---- Dataset excerpts

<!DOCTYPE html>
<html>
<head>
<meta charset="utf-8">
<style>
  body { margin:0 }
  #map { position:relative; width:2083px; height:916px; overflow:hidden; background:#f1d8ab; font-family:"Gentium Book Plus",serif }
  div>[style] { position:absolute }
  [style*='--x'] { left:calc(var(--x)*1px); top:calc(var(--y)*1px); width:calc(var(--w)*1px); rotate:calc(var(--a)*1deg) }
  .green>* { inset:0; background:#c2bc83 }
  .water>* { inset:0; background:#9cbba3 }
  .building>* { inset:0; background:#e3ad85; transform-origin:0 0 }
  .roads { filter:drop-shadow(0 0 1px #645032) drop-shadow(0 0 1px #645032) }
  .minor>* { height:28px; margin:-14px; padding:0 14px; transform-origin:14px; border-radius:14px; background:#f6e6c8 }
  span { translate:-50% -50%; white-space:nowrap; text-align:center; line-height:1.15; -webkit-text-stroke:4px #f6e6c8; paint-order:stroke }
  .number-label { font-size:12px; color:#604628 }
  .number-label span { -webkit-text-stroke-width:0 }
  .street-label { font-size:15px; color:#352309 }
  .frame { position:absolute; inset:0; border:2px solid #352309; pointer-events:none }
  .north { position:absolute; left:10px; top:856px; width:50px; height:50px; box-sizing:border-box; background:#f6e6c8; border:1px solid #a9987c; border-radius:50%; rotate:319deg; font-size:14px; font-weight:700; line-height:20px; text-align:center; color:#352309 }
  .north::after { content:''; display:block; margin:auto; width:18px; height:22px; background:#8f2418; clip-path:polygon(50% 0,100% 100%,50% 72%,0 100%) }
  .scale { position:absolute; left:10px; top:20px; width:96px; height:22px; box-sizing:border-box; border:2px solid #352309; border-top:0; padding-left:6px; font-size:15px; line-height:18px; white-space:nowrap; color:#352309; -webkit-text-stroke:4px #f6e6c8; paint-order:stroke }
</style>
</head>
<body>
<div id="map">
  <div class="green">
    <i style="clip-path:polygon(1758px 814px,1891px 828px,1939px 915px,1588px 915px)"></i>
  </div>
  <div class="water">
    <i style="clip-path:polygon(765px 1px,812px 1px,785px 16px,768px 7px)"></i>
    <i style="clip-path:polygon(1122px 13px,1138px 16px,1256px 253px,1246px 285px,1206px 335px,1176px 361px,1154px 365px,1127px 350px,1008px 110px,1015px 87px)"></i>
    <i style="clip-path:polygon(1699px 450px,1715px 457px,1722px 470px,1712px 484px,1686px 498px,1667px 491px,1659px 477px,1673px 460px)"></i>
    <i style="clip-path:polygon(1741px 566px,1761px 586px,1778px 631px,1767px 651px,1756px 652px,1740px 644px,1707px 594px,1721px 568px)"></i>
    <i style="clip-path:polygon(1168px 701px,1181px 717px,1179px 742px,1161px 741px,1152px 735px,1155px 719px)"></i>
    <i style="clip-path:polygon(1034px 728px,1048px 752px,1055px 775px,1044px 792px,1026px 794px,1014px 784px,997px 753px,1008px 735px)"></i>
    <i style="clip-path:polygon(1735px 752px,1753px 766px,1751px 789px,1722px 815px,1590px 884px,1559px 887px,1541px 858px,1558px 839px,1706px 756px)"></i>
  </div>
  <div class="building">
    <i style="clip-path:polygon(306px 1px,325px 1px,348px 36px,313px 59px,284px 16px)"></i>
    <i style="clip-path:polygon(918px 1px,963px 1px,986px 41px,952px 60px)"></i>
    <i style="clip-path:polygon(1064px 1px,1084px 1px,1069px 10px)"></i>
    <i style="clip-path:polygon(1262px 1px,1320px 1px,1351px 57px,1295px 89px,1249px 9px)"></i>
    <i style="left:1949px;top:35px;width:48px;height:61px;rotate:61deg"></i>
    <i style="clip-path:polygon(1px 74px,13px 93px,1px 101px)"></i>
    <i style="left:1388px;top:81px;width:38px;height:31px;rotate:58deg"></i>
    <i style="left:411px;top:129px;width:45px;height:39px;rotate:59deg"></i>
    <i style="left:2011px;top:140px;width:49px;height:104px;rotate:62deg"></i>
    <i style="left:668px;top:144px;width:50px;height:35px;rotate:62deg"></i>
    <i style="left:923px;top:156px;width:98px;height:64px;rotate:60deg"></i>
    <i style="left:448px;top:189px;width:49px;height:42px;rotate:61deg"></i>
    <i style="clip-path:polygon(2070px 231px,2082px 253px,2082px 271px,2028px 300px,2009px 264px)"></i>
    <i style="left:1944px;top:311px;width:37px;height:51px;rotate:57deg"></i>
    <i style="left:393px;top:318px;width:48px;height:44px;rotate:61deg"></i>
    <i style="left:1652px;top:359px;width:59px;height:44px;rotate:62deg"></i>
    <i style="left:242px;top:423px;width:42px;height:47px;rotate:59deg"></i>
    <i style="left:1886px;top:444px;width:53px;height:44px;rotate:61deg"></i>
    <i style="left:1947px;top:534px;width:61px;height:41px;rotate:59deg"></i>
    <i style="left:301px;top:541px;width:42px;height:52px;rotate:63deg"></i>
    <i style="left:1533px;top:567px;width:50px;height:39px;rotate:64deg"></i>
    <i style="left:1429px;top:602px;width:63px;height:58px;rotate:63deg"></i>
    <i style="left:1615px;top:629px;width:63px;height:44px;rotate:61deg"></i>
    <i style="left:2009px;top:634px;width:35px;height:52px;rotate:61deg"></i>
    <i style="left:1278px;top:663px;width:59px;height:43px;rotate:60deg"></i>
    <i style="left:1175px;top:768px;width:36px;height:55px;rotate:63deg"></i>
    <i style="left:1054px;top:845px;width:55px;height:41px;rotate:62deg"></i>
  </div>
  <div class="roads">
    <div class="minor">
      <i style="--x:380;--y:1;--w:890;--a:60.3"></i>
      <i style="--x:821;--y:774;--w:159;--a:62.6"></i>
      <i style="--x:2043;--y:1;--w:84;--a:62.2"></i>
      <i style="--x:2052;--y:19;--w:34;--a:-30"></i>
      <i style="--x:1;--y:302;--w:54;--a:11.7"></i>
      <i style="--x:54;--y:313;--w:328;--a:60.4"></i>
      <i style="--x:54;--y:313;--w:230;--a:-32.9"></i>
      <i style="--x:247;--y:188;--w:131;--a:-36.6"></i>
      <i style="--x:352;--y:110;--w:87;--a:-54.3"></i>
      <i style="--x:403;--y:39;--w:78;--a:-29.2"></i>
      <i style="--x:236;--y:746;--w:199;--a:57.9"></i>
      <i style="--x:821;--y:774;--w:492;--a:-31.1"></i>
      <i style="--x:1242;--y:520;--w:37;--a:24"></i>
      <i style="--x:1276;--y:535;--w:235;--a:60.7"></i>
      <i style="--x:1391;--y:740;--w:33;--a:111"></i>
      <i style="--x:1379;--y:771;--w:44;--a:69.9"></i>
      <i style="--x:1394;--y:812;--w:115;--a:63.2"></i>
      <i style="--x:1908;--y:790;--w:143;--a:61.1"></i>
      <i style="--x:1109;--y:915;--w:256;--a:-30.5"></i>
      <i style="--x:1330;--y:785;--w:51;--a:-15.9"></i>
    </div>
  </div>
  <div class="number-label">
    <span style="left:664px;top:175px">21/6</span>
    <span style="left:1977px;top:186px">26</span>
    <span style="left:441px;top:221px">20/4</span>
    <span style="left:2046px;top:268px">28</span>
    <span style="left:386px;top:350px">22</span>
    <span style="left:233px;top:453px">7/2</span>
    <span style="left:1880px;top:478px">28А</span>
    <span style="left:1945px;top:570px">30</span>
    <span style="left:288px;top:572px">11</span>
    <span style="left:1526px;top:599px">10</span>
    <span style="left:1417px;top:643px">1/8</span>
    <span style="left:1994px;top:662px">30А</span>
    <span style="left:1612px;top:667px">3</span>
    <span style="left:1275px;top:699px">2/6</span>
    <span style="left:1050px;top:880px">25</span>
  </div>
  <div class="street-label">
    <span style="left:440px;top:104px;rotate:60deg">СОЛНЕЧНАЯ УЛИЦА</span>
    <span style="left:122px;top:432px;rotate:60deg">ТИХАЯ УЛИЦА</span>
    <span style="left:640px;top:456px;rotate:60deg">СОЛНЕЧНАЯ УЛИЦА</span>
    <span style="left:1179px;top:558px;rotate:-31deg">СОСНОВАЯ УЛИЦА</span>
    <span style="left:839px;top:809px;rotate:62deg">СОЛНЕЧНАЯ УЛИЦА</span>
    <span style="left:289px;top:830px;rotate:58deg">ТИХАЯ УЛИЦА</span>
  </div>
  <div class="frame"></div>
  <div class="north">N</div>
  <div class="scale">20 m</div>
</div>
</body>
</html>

--------

# What you will do:
Copy the lines from the start of the data verbatim, stopping after the line containing "filter:drop-shadow(0 0 1px".

# Solution below:
<!DOCTYPE html>
<html>
<head>
<meta charset="utf-8">
<style>
  body { margin:0 }
  #map { position:relative; width:2083px; height:916px; overflow:hidden; background:#f1d8ab; font-family:"Gentium Book Plus",serif }
  div>[style] { position:absolute }
  [style*='--x'] { left:calc(var(--x)*1px); top:calc(var(--y)*1px); width:calc(var(--w)*1px); rotate:calc(var(--a)*1deg) }
  .green>* { inset:0; background:#c2bc83 }
  .water>* { inset:0; background:#9cbba3 }
  .building>* { inset:0; background:#e3ad85; transform-origin:0 0 }
  .roads { filter:drop-shadow(0 0 1px #645032) drop-shadow(0 0 1px #645032) }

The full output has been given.